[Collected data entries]
···

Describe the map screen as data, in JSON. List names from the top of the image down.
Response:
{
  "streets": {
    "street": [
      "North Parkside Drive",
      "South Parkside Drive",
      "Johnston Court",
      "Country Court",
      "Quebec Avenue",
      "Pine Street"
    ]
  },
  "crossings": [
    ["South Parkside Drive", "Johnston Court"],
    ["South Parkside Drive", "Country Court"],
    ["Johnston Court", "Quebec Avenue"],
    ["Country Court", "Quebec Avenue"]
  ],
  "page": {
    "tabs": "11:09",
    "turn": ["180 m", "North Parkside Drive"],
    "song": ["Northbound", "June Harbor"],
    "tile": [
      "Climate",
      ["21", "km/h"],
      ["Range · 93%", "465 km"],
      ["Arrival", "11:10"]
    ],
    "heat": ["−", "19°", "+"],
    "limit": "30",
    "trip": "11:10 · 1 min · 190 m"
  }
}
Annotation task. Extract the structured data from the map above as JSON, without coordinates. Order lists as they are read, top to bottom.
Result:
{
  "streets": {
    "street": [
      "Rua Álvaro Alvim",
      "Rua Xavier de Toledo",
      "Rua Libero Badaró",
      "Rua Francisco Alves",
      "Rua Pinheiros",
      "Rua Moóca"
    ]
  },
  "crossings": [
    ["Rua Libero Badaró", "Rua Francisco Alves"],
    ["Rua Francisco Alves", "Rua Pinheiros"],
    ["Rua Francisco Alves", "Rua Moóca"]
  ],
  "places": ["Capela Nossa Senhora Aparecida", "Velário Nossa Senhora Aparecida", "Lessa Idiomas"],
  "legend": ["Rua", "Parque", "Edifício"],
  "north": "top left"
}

···

To do: Transcribe only the trailing portion of the entries above: the line that contains "Annotation task. Extract" and each line after it.

Response area:
Annotation task. Extract the structured data from the map above as JSON, without coordinates. Order lists as they are read, top to bottom.
Result:
{
  "streets": {
    "street": [
      "Rua Álvaro Alvim",
      "Rua Xavier de Toledo",
      "Rua Libero Badaró",
      "Rua Francisco Alves",
      "Rua Pinheiros",
      "Rua Moóca"
    ]
  },
  "crossings": [
    ["Rua Libero Badaró", "Rua Francisco Alves"],
    ["Rua Francisco Alves", "Rua Pinheiros"],
    ["Rua Francisco Alves", "Rua Moóca"]
  ],
  "places": ["Capela Nossa Senhora Aparecida", "Velário Nossa Senhora Aparecida", "Lessa Idiomas"],
  "legend": ["Rua", "Parque", "Edifício"],
  "north": "top left"
}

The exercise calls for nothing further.